Your goal: Taking the line that contains "20v-9H6M10 6l-5 5" as the first, copy each line exactly up to and including the last line below.
** Dataset records follows **
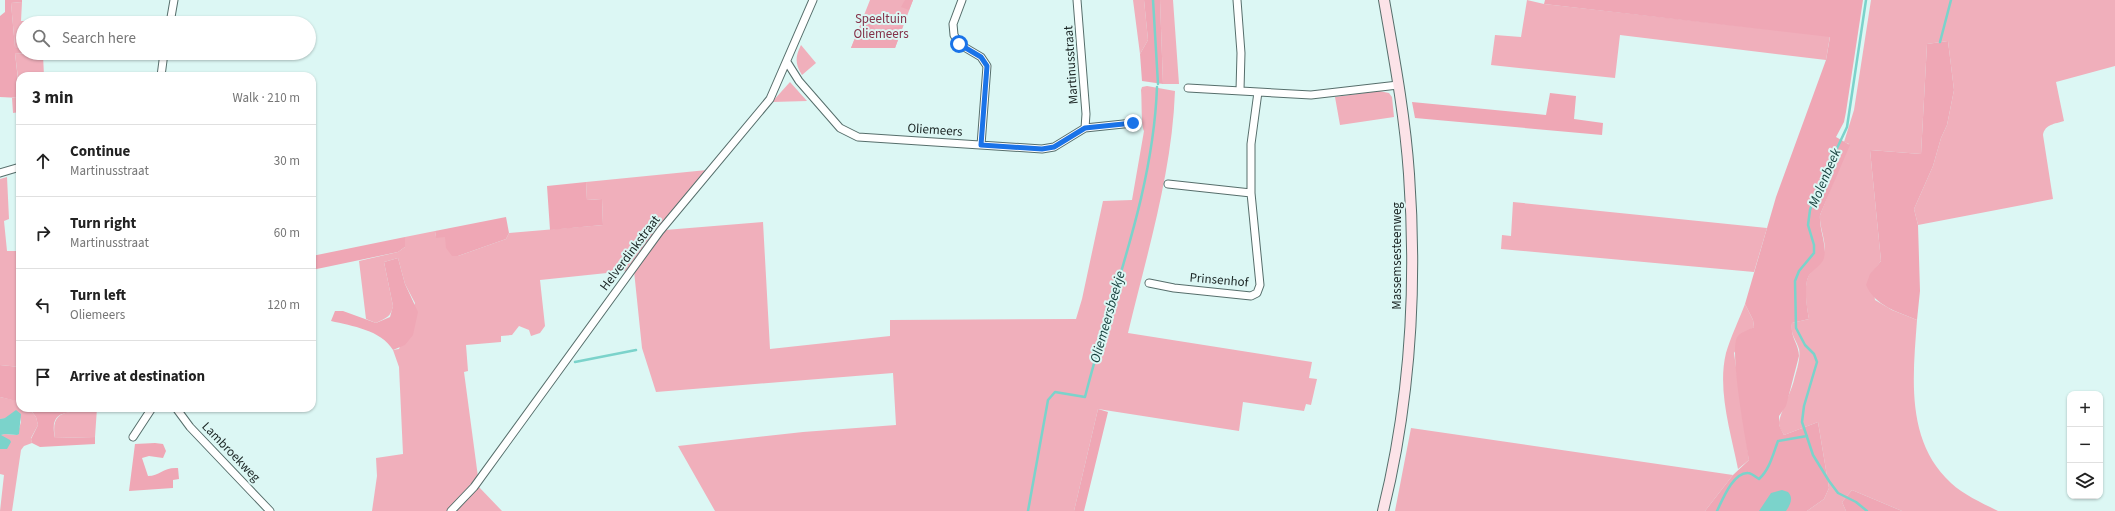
<!DOCTYPE html>
<meta charset="utf-8">
<style>
body{margin:0;font-family:"Source Sans 3",sans-serif;background:#f2f2f2;color:#222}
.controls{position:absolute;right:12px;bottom:12px;display:grid;overflow:hidden;border-radius:8px;box-shadow:0 1px 3px #0004}
.controls button{width:36px;height:36px;display:grid;place-items:center;padding:0;border:0;border-bottom:1px solid #e0e0e0;background:#fff;color:#222;font:20px sans-serif}
.stop{position:absolute;width:12px;height:12px;margin:-9px;border:3px solid #1a73e8;border-radius:50%;background:#fff}
.stop.end{background:#1a73e8;border-color:#fff;box-shadow:0 1px 4px #0008}
.list{margin:0;padding:0;list-style:none}
h2{display:flex;justify-content:space-between;align-items:center;height:52px;margin:0;padding:0 16px;font-size:17px}
h2 small{font-size:13px;font-weight:400;color:#767676}
.list li{display:grid;grid-template-columns:26px 1fr auto;gap:12px;align-items:center;box-sizing:border-box;height:72px;padding:0 16px;border-top:1px solid #e0e0e0}
.list b{display:block;font-size:15px;white-space:nowrap}
.list p{margin:0;font-size:13px;white-space:nowrap;color:#767676}
.list em{font-size:13px;font-style:normal;color:#767676}
.icon{flex:none;width:22px;height:22px;fill:none;stroke:currentColor;stroke-width:2;stroke-linecap:round;stroke-linejoin:round}
.map{position:relative;flex:none;width:2115px;height:511px;overflow:hidden}
.search{position:absolute;background:#fff;box-shadow:0 1px 3px #0004;left:16px;top:16px;width:300px;height:44px;display:flex;align-items:center;gap:10px;box-sizing:border-box;padding:0 14px;border-radius:22px;color:#767676;font-size:15px}
.panel{position:absolute;background:#fff;box-shadow:0 1px 3px #0004;left:16px;top:72px;width:300px;height:340px;border-radius:12px}
.map>svg:first-child{display:block}
.green{fill:#f0afbb}
.forest{fill:#efa7b5}
.water{fill:#7bd3cb}
.lines{fill:none;stroke-linecap:round;stroke-linejoin:round}
.stream{stroke:#7bd3cb;stroke-width:2.5}
.minor-casing{stroke:#566e6b;stroke-width:9}
.secondary-casing{stroke:#566e6b;stroke-width:12}
.minor{stroke:#fff;stroke-width:7}
.secondary{stroke:#fce3e8;stroke-width:10}
.route{stroke:#1a73e8;stroke-width:5}
.labels{text-anchor:middle;dominant-baseline:central;stroke-width:4;stroke-linejoin:round;paint-order:stroke}
.park-label{font-size:13px;fill:#843148;stroke:#dcf7f4}
.street-label{font-size:13px;fill:#1a2423;stroke:#dcf7f4}
.water-label{font-size:14px;font-style:italic;fill:#153f3c;stroke:#dcf7f4}
</style>
<div class="map">
<svg width="2115" height="511" viewBox="0 0 2115 511">
<rect width="100%" height="100%" fill="#dcf7f4"/>
<path class="green" d="M870,0H913L895,48H851Z
M1133,0H1144L1148,40L1140,54Z
M1160,0H1173L1179,84H1163Z
M1527,0L1544,4L1830,36L1826,60L1620,35L1615,78L1491,65L1495,35L1521,37Z
M1871,0H2115V66L2056,82L2064,121C2055,124 2045,124 2043,135L2053,199L1918,225L1914,209L1933,166L1941,138L1947,125L1954,90L1948,41L1927,44L1921,154L1870,150L1881,261L1871,274L1875,300L1892,310L1917,320C1913,376 1905,441 1951,483C1964,495 1982,503 1998,511H1902L1852,490L1842,502L1846,511H1807L1824,499L1829,488L1818,422L1784,435C1782,431 1779,427 1779,424C1778,418 1792,390 1794,380C1796,372 1801,358 1799,349C1796,339 1790,335 1792,323L1809,319C1807,309 1803,285 1809,275C1814,267 1822,266 1824,252C1827,242 1819,228 1820,215L1849,144L1844,142L1854,110Z
M22,2L21,21H36V23H23V48L15,47L11,3Z
M801,45L816,63L802,75C795,65 795,56 801,45Z
M15,53L40,55L41,53H121V59L43,55L44,76H20V95Z
M790,82L807,101L772,102Z
M1147,86L1175,91C1172,174 1147,253 1128,333L1312,362L1309,378L1317,379L1311,405L1306,404L1304,411L1243,402L1239,431L1098,409L1074,511H715L678,446L803,432L896,425L893,373L656,392L642,348L634,271L665,230L763,222L770,349L890,336V320L1076,319L1082,299L1103,201L1132,200L1144,131C1141,125 1142,100 1141,90L1142,87Z
M1379,91L1389,93L1392,97L1394,117L1340,125L1335,97Z
M12,98H20V112L13,113Z
M707,170L660,225L626,271L540,280L545,326L540,333L531,336L529,330L519,326L512,335L501,336V342L466,345L468,371L464,372L478,477L447,511H372L377,476L376,458L403,454L399,367L393,350L399,349L415,303L405,284L398,258L384,262L393,306C391,317 386,318 376,323L366,319L359,261L398,252L405,247V237L435,231L436,237H446L458,256L506,239L509,233L603,225L602,199L587,200L586,182Z
M7,177L9,219L4,221L7,251H20V367L0,365V179Z
M1513,202L1767,228L1754,272L1501,249L1502,235L1511,236Z
M1745,304L1753,320L1754,327L1747,332L1734,353L1749,460L1738,469C1731,433 1717,390 1726,353C1731,336 1739,320 1745,304Z
M0,397L18,401L20,402V408H29L36,417L38,425L31,438L32,443L24,446L21,450L12,511H0L4,475L0,474V449H5L4,438L0,435L5,434L17,435L21,422L20,417L0,419Z
M97,408L95,437L55,438C49,404 76,415 97,408Z
M1411,428L1733,475L1705,511H1395Z
M478,486L502,511H455Z"/>
<path class="forest" d="M5,0H22V2L11,3L15,47L23,48V53H41V55L15,53L20,98L0,97V16L5,12Z
M905,0H913L909,10L901,7Z
M1144,0H1160L1163,84L1142,81L1140,54L1148,40Z
M1545,0H1863L1846,112L1844,122L1836,137L1850,145L1820,215C1819,230 1827,243 1824,258C1822,265 1815,268 1810,274C1803,282 1807,309 1809,319L1792,323C1790,338 1799,344 1799,356L1786,406L1779,416V425L1784,435L1818,422L1829,488L1824,499L1807,511H1705L1733,475L1749,460C1746,442 1728,345 1738,336C1741,332 1749,330 1754,327L1753,320L1745,304L1776,197L1826,60L1830,37L1544,4Z
M864,16L876,30L903,26L895,48H851Z
M1948,41L1954,90L1947,125L1941,138L1933,166L1914,209L1918,225L1920,291L1917,320C1898,312 1875,306 1866,285L1870,274L1881,261L1870,150L1921,154L1927,44Z
M1550,93L1576,96L1574,119L1603,123L1602,135L1415,118L1412,102L1546,115Z
M586,182L587,200L602,199L603,225L550,230L547,186Z
M506,217L509,233L506,239L458,256H452L446,248L445,237L436,238L435,231Z
M405,237V247L398,252L312,270V256Z
M398,258L405,284L418,312L413,335L405,345L393,350C381,330 352,326 331,321L335,311H343L376,323L390,317L393,306L384,262Z
M0,365L20,367V402L0,397Z
M29,408H97C79,417 47,402 55,438L95,437V444L40,447L32,443L31,439L38,425L36,417Z
M1098,409L1108,412L1084,511H1074Z
M155,443L163,444L166,451L163,458L149,456L142,458L148,476C160,476 163,467 178,468L179,479L173,480V488L129,491L135,444Z
M1852,490L1902,511H1846L1842,502Z"/>
<path class="water" d="M16,410L21,414L19,434L17,435L5,434L1,435L10,440L11,442L7,449H0V419L5,418Z
M1782,490L1788,492C1794,498 1790,505 1786,511H1759L1771,493Z"/>
<g class="lines">
<path class="stream" d="M1153,0L1158,84
M1866,0L1847,127L1815,195L1810,210L1808,225L1814,245V253L1799,271L1795,281L1796,328L1805,345L1814,354L1817,362L1804,406L1802,422L1813,455L1829,481L1838,493L1856,502L1867,511
M1940,42L1951,0
M575,362L636,350
M1028,511L1048,400L1055,392L1085,397C1111,294 1153,195 1157,87
M1717,511C1722,501 1733,472 1748,473C1751,473 1756,477 1759,479C1770,469 1773,454 1778,441L1807,436"/>
<defs>
<path id="minor" d="M962,0L953,24L954,35L959,44L981,57L987,66L981,145
M1077,0L1086,114L1085,128
M1237,0L1241,53L1240,90
M170,23L174,0
M787,62L799,81L840,128L858,137L1042,149L1054,147L1085,128L1133,123
M161,76L164,53
M1188,88L1311,95L1398,85
M0,173L20,167
M1168,184L1251,193
M1149,283L1174,288L1251,296L1257,293L1260,285L1251,193V144L1258,92
M176,408L190,427L270,511
M133,437L152,408
M451,511L474,487L660,231L770,99L813,0"/>
<path id="secondary" d="M1383,511C1410,402 1417,286 1409,174C1405,116 1394,57 1384,0"/>
</defs>
<use href="#minor" class="minor-casing"/>
<use href="#secondary" class="secondary-casing"/>
<use href="#minor" class="minor"/>
<use href="#secondary" class="secondary"/>
</g>
<g class="lines">
<path class="route" d="M959,44L981,57L987,66L981,145L1042,149L1054,147L1085,128L1133,123"/>
</g>
<g class="labels">
<g class="park-label">
<text x="881" y="19">Speeltuin<tspan x="881" dy="15">Oliemeers</tspan></text>
</g>
<g class="street-label">
<text transform="translate(1071 65) rotate(-94)">Martinusstraat</text>
<text transform="translate(935 130) rotate(4)">Oliemeers</text>
<text transform="translate(630 253) rotate(-53)">Helverdinkstraat</text>
<text transform="translate(1397 256) rotate(-90)">Massemsesteenweg</text>
<text transform="translate(1219 280) rotate(5)">Prinsenhof</text>
<text transform="translate(231 452) rotate(46)">Lambroekweg</text>
</g>
<g class="water-label">
<text transform="translate(1825 178) rotate(-67)">Molenbeek</text>
<text transform="translate(1108 317) rotate(-74)">Oliemeersbeekje</text>
</g>
</g>
</svg>
<div class="controls">
<button>+</button>
<button>−</button>
<button><svg class="icon" aria-label="layers" viewBox="0 0 24 24"><path d="M12 4l9 5-9 5-9-5zM3 14l9 5 9-5"/></svg></button>
</div>
<div class="stop" style="left:959px;top:44px"></div>
<div class="stop end" style="left:1133px;top:123px"></div>
<div class="search"><svg class="icon" aria-label="search" viewBox="0 0 24 24"><circle cx="10" cy="10" r="6"/><path d="M15 15l6 6"/></svg>Search here</div>
<section class="panel">
<h2>3 min<small>Walk · 210 m</small></h2>
<ul class="list">
<li><svg class="icon" aria-label="ahead" viewBox="0 0 24 24"><path d="M12 20V5M6 11l6-6 6 6"/></svg><div><b>Continue</b><p>Martinusstraat</p></div><em>30 m</em></li>
<li><svg class="icon" aria-label="right" viewBox="0 0 24 24"><path d="M7 20v-9h11M14 6l5 5-5 5"/></svg><div><b>Turn right</b><p>Martinusstraat</p></div><em>60 m</em></li>
<li><svg class="icon" aria-label="left" viewBox="0 0 24 24"><path d="M17 20v-9H6M10 6l-5 5 5 5"/></svg><div><b>Turn left</b><p>Oliemeers</p></div><em>120 m</em></li>
<li><svg class="icon" aria-label="arrive" viewBox="0 0 24 24"><path d="M6 21V4h12l-3 4 3 4H6"/></svg><div><b>Arrive at destination</b></div></li>
</ul>
</section>
</div>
** End of Dataset records **
Exercise output:
<li><svg class="icon" aria-label="left" viewBox="0 0 24 24"><path d="M17 20v-9H6M10 6l-5 5 5 5"/></svg><div><b>Turn left</b><p>Oliemeers</p></div><em>120 m</em></li>
<li><svg class="icon" aria-label="arrive" viewBox="0 0 24 24"><path d="M6 21V4h12l-3 4 3 4H6"/></svg><div><b>Arrive at destination</b></div></li>
</ul>
</section>
</div>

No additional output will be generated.